** Supplied data **

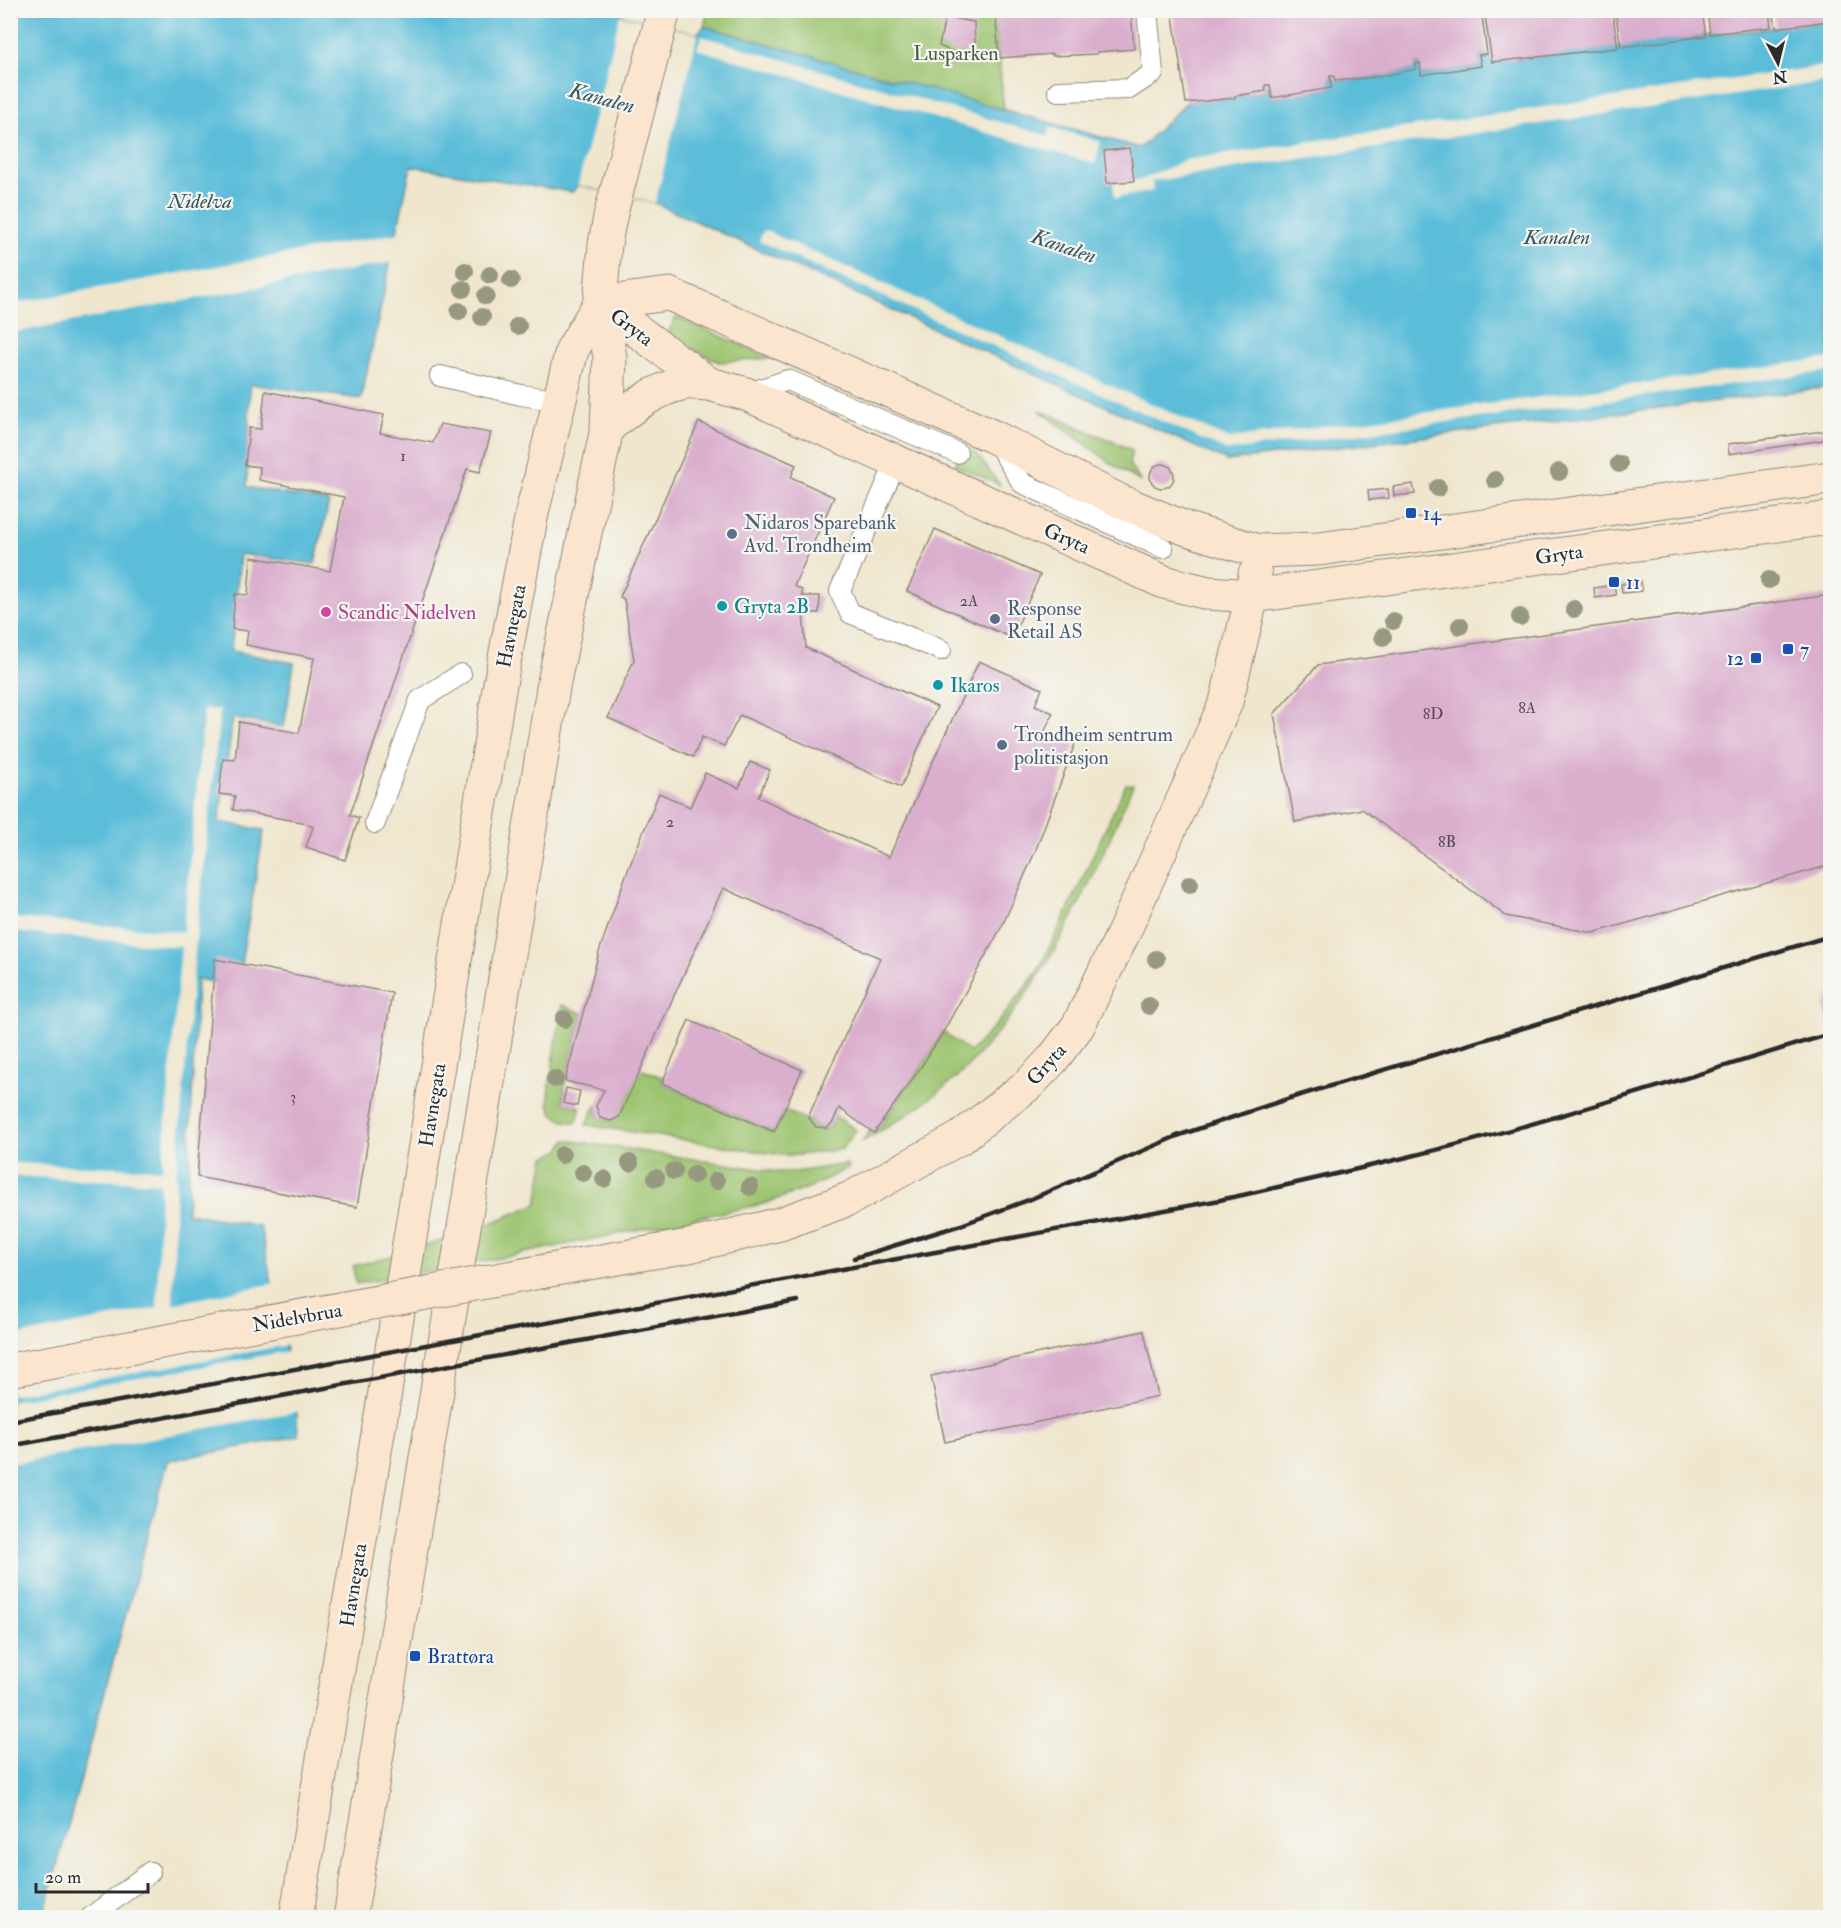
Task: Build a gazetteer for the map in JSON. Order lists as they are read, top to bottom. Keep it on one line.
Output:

---

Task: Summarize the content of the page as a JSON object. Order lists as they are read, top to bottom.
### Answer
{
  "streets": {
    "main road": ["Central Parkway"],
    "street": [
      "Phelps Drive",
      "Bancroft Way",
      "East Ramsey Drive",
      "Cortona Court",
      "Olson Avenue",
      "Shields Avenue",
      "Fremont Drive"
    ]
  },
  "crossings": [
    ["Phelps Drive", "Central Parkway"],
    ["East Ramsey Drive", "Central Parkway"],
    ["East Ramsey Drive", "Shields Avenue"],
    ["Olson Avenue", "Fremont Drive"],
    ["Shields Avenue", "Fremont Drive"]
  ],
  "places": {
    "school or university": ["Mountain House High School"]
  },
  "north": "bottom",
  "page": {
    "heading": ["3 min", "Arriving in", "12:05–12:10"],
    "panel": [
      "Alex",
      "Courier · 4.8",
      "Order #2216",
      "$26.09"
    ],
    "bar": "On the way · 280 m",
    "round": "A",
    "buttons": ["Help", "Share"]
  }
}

** About this task **
Some lines of the records may contain the string "read". State how many do, as a number alone.

** Exercise result **
2